═══ Record excerpts

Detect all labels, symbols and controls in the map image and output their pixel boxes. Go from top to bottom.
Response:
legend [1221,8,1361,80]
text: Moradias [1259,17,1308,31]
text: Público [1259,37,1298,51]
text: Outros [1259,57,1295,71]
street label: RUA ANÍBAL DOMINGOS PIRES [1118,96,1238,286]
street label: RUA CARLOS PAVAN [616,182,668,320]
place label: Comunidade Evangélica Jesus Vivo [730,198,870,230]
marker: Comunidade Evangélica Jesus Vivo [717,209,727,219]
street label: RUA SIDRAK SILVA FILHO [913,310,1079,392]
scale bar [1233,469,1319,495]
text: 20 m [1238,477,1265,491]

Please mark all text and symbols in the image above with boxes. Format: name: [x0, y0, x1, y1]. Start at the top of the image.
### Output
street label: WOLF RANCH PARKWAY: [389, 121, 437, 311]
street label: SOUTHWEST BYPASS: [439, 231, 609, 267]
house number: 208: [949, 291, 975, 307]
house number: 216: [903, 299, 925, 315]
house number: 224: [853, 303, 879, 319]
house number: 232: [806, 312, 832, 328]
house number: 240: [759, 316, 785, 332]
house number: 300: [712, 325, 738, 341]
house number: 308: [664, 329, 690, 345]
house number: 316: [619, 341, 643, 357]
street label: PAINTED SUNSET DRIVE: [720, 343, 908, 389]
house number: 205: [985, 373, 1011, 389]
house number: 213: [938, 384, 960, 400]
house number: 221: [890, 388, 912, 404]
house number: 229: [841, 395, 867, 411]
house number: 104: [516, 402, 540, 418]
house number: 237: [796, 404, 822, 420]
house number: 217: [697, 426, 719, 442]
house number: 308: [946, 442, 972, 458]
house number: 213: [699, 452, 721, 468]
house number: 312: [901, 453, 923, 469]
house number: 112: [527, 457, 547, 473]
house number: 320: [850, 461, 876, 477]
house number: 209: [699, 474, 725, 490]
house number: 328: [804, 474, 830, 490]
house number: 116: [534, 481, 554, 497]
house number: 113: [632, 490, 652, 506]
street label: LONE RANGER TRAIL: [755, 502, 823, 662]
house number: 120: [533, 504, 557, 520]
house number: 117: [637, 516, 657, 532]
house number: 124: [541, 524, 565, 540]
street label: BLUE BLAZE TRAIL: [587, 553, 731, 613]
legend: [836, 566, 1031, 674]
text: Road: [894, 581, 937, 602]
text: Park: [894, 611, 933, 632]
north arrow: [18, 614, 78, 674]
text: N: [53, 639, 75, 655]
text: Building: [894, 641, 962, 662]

══════

• Aim of the task
Return the complete material exactly as it appears.

• Your response
Detect all labels, symbols and controls in the map image and output their pixel boxes. Go from top to bottom.
Response:
legend [1221,8,1361,80]
text: Moradias [1259,17,1308,31]
text: Público [1259,37,1298,51]
text: Outros [1259,57,1295,71]
street label: RUA ANÍBAL DOMINGOS PIRES [1118,96,1238,286]
street label: RUA CARLOS PAVAN [616,182,668,320]
place label: Comunidade Evangélica Jesus Vivo [730,198,870,230]
marker: Comunidade Evangélica Jesus Vivo [717,209,727,219]
street label: RUA SIDRAK SILVA FILHO [913,310,1079,392]
scale bar [1233,469,1319,495]
text: 20 m [1238,477,1265,491]

Please mark all text and symbols in the image above with boxes. Format: name: [x0, y0, x1, y1]. Start at the top of the image.
### Output
street label: WOLF RANCH PARKWAY: [389, 121, 437, 311]
street label: SOUTHWEST BYPASS: [439, 231, 609, 267]
house number: 208: [949, 291, 975, 307]
house number: 216: [903, 299, 925, 315]
house number: 224: [853, 303, 879, 319]
house number: 232: [806, 312, 832, 328]
house number: 240: [759, 316, 785, 332]
house number: 300: [712, 325, 738, 341]
house number: 308: [664, 329, 690, 345]
house number: 316: [619, 341, 643, 357]
street label: PAINTED SUNSET DRIVE: [720, 343, 908, 389]
house number: 205: [985, 373, 1011, 389]
house number: 213: [938, 384, 960, 400]
house number: 221: [890, 388, 912, 404]
house number: 229: [841, 395, 867, 411]
house number: 104: [516, 402, 540, 418]
house number: 237: [796, 404, 822, 420]
house number: 217: [697, 426, 719, 442]
house number: 308: [946, 442, 972, 458]
house number: 213: [699, 452, 721, 468]
house number: 312: [901, 453, 923, 469]
house number: 112: [527, 457, 547, 473]
house number: 320: [850, 461, 876, 477]
house number: 209: [699, 474, 725, 490]
house number: 328: [804, 474, 830, 490]
house number: 116: [534, 481, 554, 497]
house number: 113: [632, 490, 652, 506]
street label: LONE RANGER TRAIL: [755, 502, 823, 662]
house number: 120: [533, 504, 557, 520]
house number: 117: [637, 516, 657, 532]
house number: 124: [541, 524, 565, 540]
street label: BLUE BLAZE TRAIL: [587, 553, 731, 613]
legend: [836, 566, 1031, 674]
text: Road: [894, 581, 937, 602]
text: Park: [894, 611, 933, 632]
north arrow: [18, 614, 78, 674]
text: N: [53, 639, 75, 655]
text: Building: [894, 641, 962, 662]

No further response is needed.